Just like factors contributing to climate change crisis, we have personal factors causing a burnout crisis in our lives. I want to bring awareness to 3 ways your environment is causing burnout. 

What is Burnout

Burnout is a real thing. It is not something you can manage through or toughen up against.

There is a difference between stress and burnout. Think of stress as overwhelm and burnout as a drain. Stress is the piling on. Demands on you may look like taking care of kids and parents or covering another person’s job during a hiring freeze. Or the pressure of weeks of daily carpooling that never lets you have a moment to yourself. With stress, you still feel there is hope to find a system, route, or process that can improve things.

Burnout, on the other hand, is empty of that hope. It is the drain of mental exhaustion. Often people who are burned out don’t always notice when it happens.

In the Sustainable You course, participants learn about the differences between stress and burnout, but let me tell you this here: The same ways your environment is causing burnout begin by being stressors in daily life. The canary in the coal mine if you will. The Universe tries to be be good to us signaling politely that there is a problem. Then a kick in the pants. Then a brick wall falls on us. Then our world chews us up. 

The hard truth is that part of this is our own fault. We choose what to consume every day. Not just food, but what we see and hear too. Let’s dig in. 

News Media

Here at Sustainable Sue, when we talk about media consumption, we talk about all of the news, movies, books, TV, podcasts, social media, and magazines that you take in on a daily basis. Consider these the nutrients in your media diet. Media is all aroundus. It is not productive nor sustainable to avoid it altogether. Just like the nutrition component where we have to eat three or four times each day, we do need to take in media at various points of our day.

The issue is keeping it in balance of a sustainably productive life. A study by Johnston and Davey in 2011 found that participants who viewed the negatively skewed news show (as designed by researchers) showed increased anxious and sad mood as well as a significant increase in the tendency toward catastrophic thinking related to a personal worry.

If you feel drained and anxious after watching the news, perhaps that is a signal it is time to make some changes. Different sources, less consumption, different timing of consumption, etc.

Beware of jumping from the frying pan into the fire though – social media can be just as damaging. 

Social Media

If you have watched The Social Dilemma you know have heard the terrifying statistics of what social media is doing to our brains and the brains of our kids. But it doesn’t take a panel of experts in Silicon Valley to tell us this. Conduct an experiment of one – how do you feel after scrolling Facebook and seeing everyone’s perfect back to school photos when your kids covered their face with their book bag and ran out the door? What thoughts go through your mind when you see photo after photo on Instagram of everyone’s perfect Thanksgiving table when you did not have the energy and ended up having Indian takeout?

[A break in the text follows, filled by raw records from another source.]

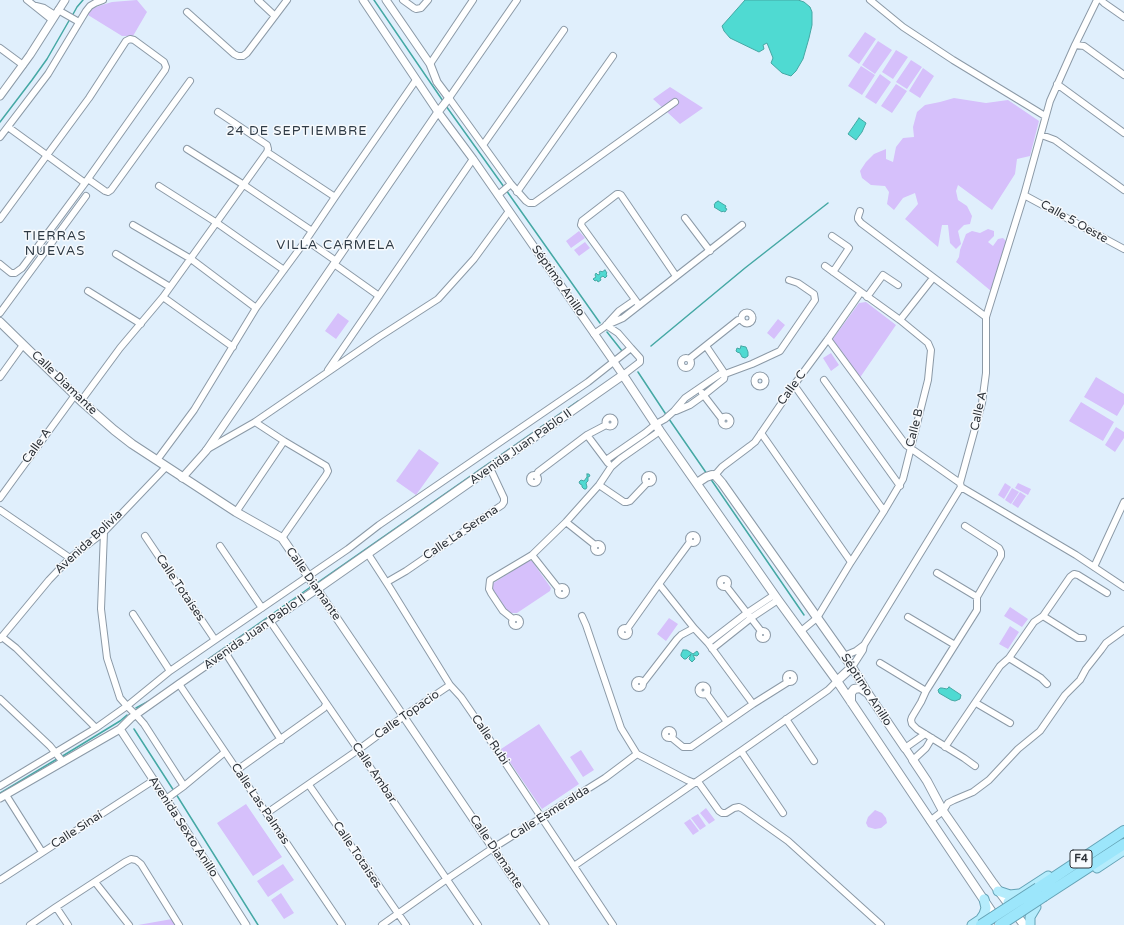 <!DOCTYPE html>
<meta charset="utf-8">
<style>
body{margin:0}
canvas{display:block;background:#e0effc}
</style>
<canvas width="1124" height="925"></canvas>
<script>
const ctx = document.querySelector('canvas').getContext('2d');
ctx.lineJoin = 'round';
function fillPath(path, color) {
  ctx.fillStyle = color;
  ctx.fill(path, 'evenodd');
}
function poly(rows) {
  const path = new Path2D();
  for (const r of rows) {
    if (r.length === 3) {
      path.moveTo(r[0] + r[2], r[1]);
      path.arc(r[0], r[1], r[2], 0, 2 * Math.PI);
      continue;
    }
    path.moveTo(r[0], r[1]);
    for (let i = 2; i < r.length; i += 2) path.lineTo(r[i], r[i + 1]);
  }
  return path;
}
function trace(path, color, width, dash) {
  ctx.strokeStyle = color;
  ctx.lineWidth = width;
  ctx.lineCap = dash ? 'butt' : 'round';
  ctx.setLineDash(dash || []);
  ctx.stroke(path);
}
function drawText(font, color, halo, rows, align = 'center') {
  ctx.font = font + ' "Varela Round",sans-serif';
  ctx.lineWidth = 3;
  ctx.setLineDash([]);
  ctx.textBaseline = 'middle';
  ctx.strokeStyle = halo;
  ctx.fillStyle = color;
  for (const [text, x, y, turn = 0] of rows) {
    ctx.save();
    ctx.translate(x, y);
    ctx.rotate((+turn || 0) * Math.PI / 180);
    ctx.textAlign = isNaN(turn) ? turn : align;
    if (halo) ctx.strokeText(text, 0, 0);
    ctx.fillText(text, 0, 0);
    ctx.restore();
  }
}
fillPath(poly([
 [137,0,147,12,133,36,122,36,88,15,89,11,96,7,102,5,112,2],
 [865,32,876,39,859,64,848,56],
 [878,41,892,50,875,74,862,65],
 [896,50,908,57,893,79,882,72],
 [911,60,922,67,907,89,896,82],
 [861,66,875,75,862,95,848,86],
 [923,68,934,76,920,98,909,91],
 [880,74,891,82,876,104,865,97],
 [896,84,907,91,892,113,881,106],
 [670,87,703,108,680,124,653,99],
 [954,98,986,103,1008,100,1039,121,1030,156,1017,159,1015,174,992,210,958,185,956,191,958,200,967,206,972,216,970,224,964,225,958,231,961,244,956,249,950,243,948,225,942,225,938,247,905,219,918,204,915,193,903,198,894,210,887,204,889,192,885,186,871,185,862,178,860,171,866,162,874,154,886,149,886,159,893,162,896,147,903,138,914,137,913,127,917,112,925,105,940,102],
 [988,229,994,231,994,236,988,242,993,246,998,239,1003,238,1007,242,991,291,956,262,959,257,960,250,966,234,972,231,980,233],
 [579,231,585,238,571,248,566,241],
 [585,242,590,248,579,256,574,250],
 [866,302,896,325,859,379,832,340,859,303],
 [338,313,349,321,336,339,325,331],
 [778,319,785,325,774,339,767,333],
 [831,353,839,365,831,371,823,358],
 [1096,377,1124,394,1124,404,1117,416,1084,397],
 [1081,402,1114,422,1103,441,1069,421],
 [1116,427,1124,432,1124,438,1115,452,1105,445],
 [419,449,439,463,416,495,396,481],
 [1005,483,1011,487,1004,499,998,495],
 [1018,483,1031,489,1028,495,1015,488],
 [1012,488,1019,492,1011,504,1005,500],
 [1020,492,1026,496,1018,508,1012,504],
 [528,561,532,561,551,588,550,591,517,613,508,613,491,588,492,584],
 [1010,607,1028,619,1022,627,1004,616],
 [669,618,678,624,666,641,657,634],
 [1010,626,1019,632,1008,649,999,644],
 [539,724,579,784,542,809,501,749],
 [581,750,594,770,583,777,570,757],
 [246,804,282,857,253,876,217,823],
 [706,808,715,820,709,824,700,813],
 [875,810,882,813,886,818,887,823,881,828,875,829,868,827,866,823,868,817],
 [698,814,706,826,700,830,691,818],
 [690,819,699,831,693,835,684,823],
 [283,864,294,880,268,897,257,881],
 [281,893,294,913,284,919,271,900],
 [172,919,177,925,138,925]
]), '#d6c0fb');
const water = poly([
 [745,0,798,0,804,2,810,7,812,12,812,25,809,38,803,59,796,71,791,76,782,73,771,63,773,58,767,43,763,45,764,49,759,52,730,38,724,31,722,26,745,0],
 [859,118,866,123,862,132,856,140,848,134,859,118],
 [718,201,726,206,725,208,727,209,725,212,723,211,722,212,714,207,715,206,714,205,716,202,717,202,718,201],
 [605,270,607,273,606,274,607,276,605,278,603,276,600,278,601,280,598,282,597,280,595,281,593,279,596,277,595,275,596,273,598,275,600,274,599,272,601,271,602,272,605,270],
 [741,346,746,347,748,352,748,356,745,358,742,357,740,353,737,352,736,351,737,348,740,349,741,346],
 [587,474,589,474,590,476,588,477,588,481,586,483,587,487,586,489,584,489,582,487,582,485,580,484,579,482,581,480,584,481,587,477,587,474],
 [683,650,687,650,693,654,697,651,699,654,697,656,693,655,695,659,692,662,689,659,691,654,686,659,684,659,681,656,681,654,683,650],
 [949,687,961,695,960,699,955,701,951,700,939,693,938,690,940,688,942,688,947,689,949,687]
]);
fillPath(water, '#4fdad2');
trace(water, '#45a8a4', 1);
trace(poly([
 [374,0,443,101],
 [72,16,77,7,83,0],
 [446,106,504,187],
 [0,122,32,80,47,59,70,19],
 [506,190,600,323],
 [607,332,622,351],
 [651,346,745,268,828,203],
 [638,372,667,416],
 [669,419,707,474],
 [710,478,804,615],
 [317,583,578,401],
 [204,662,312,586],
 [136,708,149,701],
 [134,729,174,791],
 [61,757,120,721,127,715],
 [0,793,57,759],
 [176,794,258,925]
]), '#45a8a4', 1.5);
const minor = poly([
 [27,0,52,20],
 [258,0,275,16],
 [403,0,414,8,416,9,421,8,428,0],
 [517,0,449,98,511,184,526,201,529,203,534,203,675,102],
 [870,0,903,27,953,60,1045,116],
 [1101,0,1104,3,1124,17],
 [36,6,44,8,55,15],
 [58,10,79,22],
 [187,12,234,54,238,56,243,56,247,53,287,0],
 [1075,45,1084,46,1124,75],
 [0,48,23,65],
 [430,64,473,0],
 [1057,84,1124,133],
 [8,127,85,183],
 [1041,135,1047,137,1055,140,1124,190],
 [0,137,48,74,86,11,90,6,95,3,103,0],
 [483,145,564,30],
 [187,149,244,185,312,231],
 [267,152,335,197],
 [88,179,105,191,108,192,111,190,190,81],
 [159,186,217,223,284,270],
 [517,192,613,56],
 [498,195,511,184],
 [1024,195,1124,249],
 [860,211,858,217,858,219,861,223,986,317],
 [685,218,710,251],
 [0,219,89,98,126,41,130,39,134,40,164,62,166,67,165,70,85,183,22,268,15,273,11,273,0,264],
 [133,225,191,259,256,308],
 [832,236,848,247,849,248,833,272],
 [306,240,336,261],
 [116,254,170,287],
 [334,264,379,296],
 [88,291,141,324],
 [163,297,233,347],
 [867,297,883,275,898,285],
 [639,305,581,225,582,221,617,194,619,194,621,195,676,276],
 [747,318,5.5],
 [0,313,86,196],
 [900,320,933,278],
 [608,323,619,311,635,300],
 [594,334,607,325,623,318,742,225],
 [828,339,906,445,960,483],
 [706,346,725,374],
 [686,363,5],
 [689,359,738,320,741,320],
 [328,370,473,159],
 [623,375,640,362,640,358,631,348],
 [760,381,5.5],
 [0,377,23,345],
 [824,380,900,486],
 [794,385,884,511],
 [702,393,722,419],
 [81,401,120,348,163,297,267,152,268,149,267,145,218,112],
 [676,411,690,405,704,395,724,379,725,374],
 [726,421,4.5],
 [610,422,4.5],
 [255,422,284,441,326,466,328,471,326,475,282,538],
 [761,433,851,562],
 [587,435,608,463],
 [206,450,255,422,379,337,438,299,474,259,509,211],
 [157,460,194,410,256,308,306,240,335,197,416,80],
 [606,460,645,433,656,424,665,419,674,411,685,398,720,374,725,374,752,364,780,351,815,300,814,294,798,283,789,280],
 [534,479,4],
 [649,479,4],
 [715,475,722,467,750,446,755,442,794,385,828,339,861,292],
 [536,476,538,472,587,435,606,425],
 [599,485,624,502,627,502,630,501,647,483],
 [961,487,1076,555,1124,587],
 [0,498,75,395],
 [0,510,70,558],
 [236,512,284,441],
 [566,522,595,545],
 [965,526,999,548,1001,552,1001,556,977,597,977,610,926,691,921,702,912,717,911,720,912,724,917,729,964,758,975,766],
 [104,532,101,609,107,658,120,698,127,706,136,715,144,724,184,786],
 [693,539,4],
 [145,536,215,640],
 [598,548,4],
 [220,546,262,608],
 [368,554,390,588,450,685,461,697,472,713,613,925],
 [532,555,558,588],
 [1094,567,1124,502],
 [937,573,977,597],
 [724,583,4],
 [387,582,406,571,502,505,504,502,504,498,490,468],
 [659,584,694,628,708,643,753,704],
 [726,586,761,631],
 [562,591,4],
 [133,614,170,671],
 [582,616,586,625,621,728,637,754,687,780,694,783,699,783,719,811,722,813,726,813,734,808,739,807,743,809,788,841,881,925],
 [1043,616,1078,638,1083,638],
 [908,617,955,645],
 [516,622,4],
 [513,619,503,611,491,593,489,589,490,580,532,555,566,522,599,485,611,467,620,459,660,431],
 [270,621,478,925],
 [625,632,4],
 [627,629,659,584,690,542],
 [763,635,4],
 [801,631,817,618,851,562,884,511,903,479,928,380,931,350,928,343,900,320,825,266],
 [2,637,16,648,96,728],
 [0,639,49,580,70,558,104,532,166,467],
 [708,643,747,613,774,595],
 [712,649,751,618,778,600],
 [225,652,281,740],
 [844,656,856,651,864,645],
 [1009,658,1041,678,1047,684],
 [880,663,926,691],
 [852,667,863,650,864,645,961,487,960,483,982,403,986,373,986,317,1024,195,1050,101,1075,45,1097,0],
 [790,678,4],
 [639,684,4],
 [643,683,677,639,681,635,694,628],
 [179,684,342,925],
 [703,690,4.5],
 [706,693,727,722],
 [0,699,50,746,63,762],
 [976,703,1010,723],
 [786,719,814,761],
 [669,734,4],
 [672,738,683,747,691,747,753,704,788,682],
 [945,747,1000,666,1009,658,1034,622,1043,616,1070,577,1074,574,1078,575,1107,593],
 [905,748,925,734],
 [741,751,783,813],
 [913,760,926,748,932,738],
 [237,770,324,708,326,704],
 [309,785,406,925],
 [0,786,96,728,127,706,170,671,215,640,348,549,379,525,588,382,631,348,618,333,606,325],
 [6,795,42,852],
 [166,799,184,786,225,752],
 [267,813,358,750,404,716,450,685],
 [930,821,943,811,948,803,954,800,973,792,989,780,1018,749,1040,731,1065,695,1080,680,1086,669,1101,650,1106,643,1124,630],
 [574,866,741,751,828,690,837,681],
 [0,880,154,780],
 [95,882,129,925],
 [56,907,68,925],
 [30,925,56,907,125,862,131,859,136,860,141,864,179,925],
 [382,925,447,879,493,848,605,778,637,754]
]);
const tertiary = poly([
 [363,0,438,112,473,159,623,375],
 [0,96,30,55,65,0],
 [182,478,206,451,438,112,449,98,437,82,430,64,386,0],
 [120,729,166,799,246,925],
 [905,748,913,760],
 [0,798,120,729,131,718,179,684,317,589,545,925]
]);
const secondary = poly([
 [0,322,81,401,114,430,132,444,236,512,282,538,317,589,623,375,660,431,778,600,837,681,998,921],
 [715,475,722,483,852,667,867,692,905,748],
 [697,483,706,477,712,475],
 [837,681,852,667],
 [851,702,851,693,854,689,860,688,866,692],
 [913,760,927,781,943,811,993,883,1024,925]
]);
const primary = poly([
 [1097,868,1124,850],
 [998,891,1010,895,1019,894],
 [1008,902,1048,876],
 [980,920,984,914,986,908,984,899],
 [972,925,987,915],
 [1030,925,1030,917,1036,907]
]);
const trunk = poly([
 [1038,888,1124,831],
 [1044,896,1124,844]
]);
trace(minor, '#8c9aa7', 8);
trace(tertiary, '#8c9aa7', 9);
trace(secondary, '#8c9aa7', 10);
trace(primary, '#65a3b6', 11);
trace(trunk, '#65a3b6', 12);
trace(minor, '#fff', 6);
trace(tertiary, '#fff', 7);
trace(secondary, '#fff', 8);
trace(primary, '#b5ecfc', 9);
trace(trunk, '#9ce6fb', 10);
const trunkBridge = poly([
 [981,925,1038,888],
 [1000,925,1044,896]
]);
trace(trunkBridge, '#65a3b6', 12, []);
trace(trunkBridge, '#9ce6fb', 10);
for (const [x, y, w] of [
 [1081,859,22]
]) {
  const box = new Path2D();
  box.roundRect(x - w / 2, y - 9, w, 18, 3);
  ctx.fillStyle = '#f7fafd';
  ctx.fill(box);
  trace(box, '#2d3238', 1);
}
drawText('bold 11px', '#2d3238', null, [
 ["F4",1081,859]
]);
drawText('12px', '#2d3238', '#f7fafd', [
 ["Calle 5 Oeste",1074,222,29],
 ["Séptimo Anillo",558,281,55],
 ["Calle Diamante",64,383,44],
 ["Calle C",792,388,-54],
 ["Calle A",979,411,-78],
 ["Calle B",915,428,-76],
 ["Calle A",37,446,-54],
 ["Avenida Juan Pablo II",521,447,-35],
 ["Calle La Serena",461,533,-34],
 ["Avenida Bolivia",89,542,-43],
 ["Calle Diamante",313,584,55],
 ["Calle Totaíses",180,588,56],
 ["Avenida Juan Pablo II",255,632,-35],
 ["Séptimo Anillo",866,690,57],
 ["Calle Topacio",407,715,-35],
 ["Calle Rubi",490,740,56],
 ["Calle Ambar",374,773,56],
 ["Calle Las Palmas",260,804,56],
 ["Calle Esmeralda",550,813,-32],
 ["Avenida Sexto Anillo",183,827,57],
 ["Calle Sinaí",77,830,-33],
 ["Calle Diamante",496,852,56],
 ["Calle Totaises",357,855,56]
]);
ctx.letterSpacing = '1px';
drawText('13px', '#2f3b46', '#f7fafd', [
 ["24 DE SEPTIEMBRE",297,132],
 ["TIERRAS",55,237],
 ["NUEVAS",55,252],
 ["VILLA CARMELA",336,246]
]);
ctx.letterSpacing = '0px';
</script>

“Tell me to what you pay attention and I will tell you who you are.”

― Jose Ortega y Gassett

Don’t judge your insides by other people’s outsides. Those posts are rarely the whole story and the photos often include filters. If social media drains you, perhaps it is time to turn to the real life relationships instead of the ones online.

But alas, those relationships can be tricky too!

Friends, Family, and Others

This blog post is live the Tuesday after Thanksgiving – a holiday where often families sit around the table and argue about politics. Because of COVID many families instead had to get on Zoom to rehash the pandemic and who is and isn’t following protocol. Family relationships can be hard.

And what about friends, colleagues, neighbors, etc.? Do you continually surround yourself with people who drain you? Sure it is hard to make friends after we leave school, but that is no reason to settle for less. If a relationship feels off or unfulfilling or one-sided, I encourage you to explore why.

  • Is your friend always late and you feel like your time is taken for granted?
  • Do the other neighbors on your street ask you to join a party planning committee, then you end up doing all the work? 
  • Are you only accepting invitations out of obligation or fear of making other people mad? 

Let me ask you this question, my fellow people pleasers: WHERE ARE ALL THE PLEASED PEOPLE?

You deserve more. You deserve people in your life who delight in your presence. You deserve to feel fulfilled and lifted up when you are among friends and family. 

Be selective about who and what you surround yourself with. Each choice compounds to contribute to a sustainable you – towards creating a life you don’t need to escape.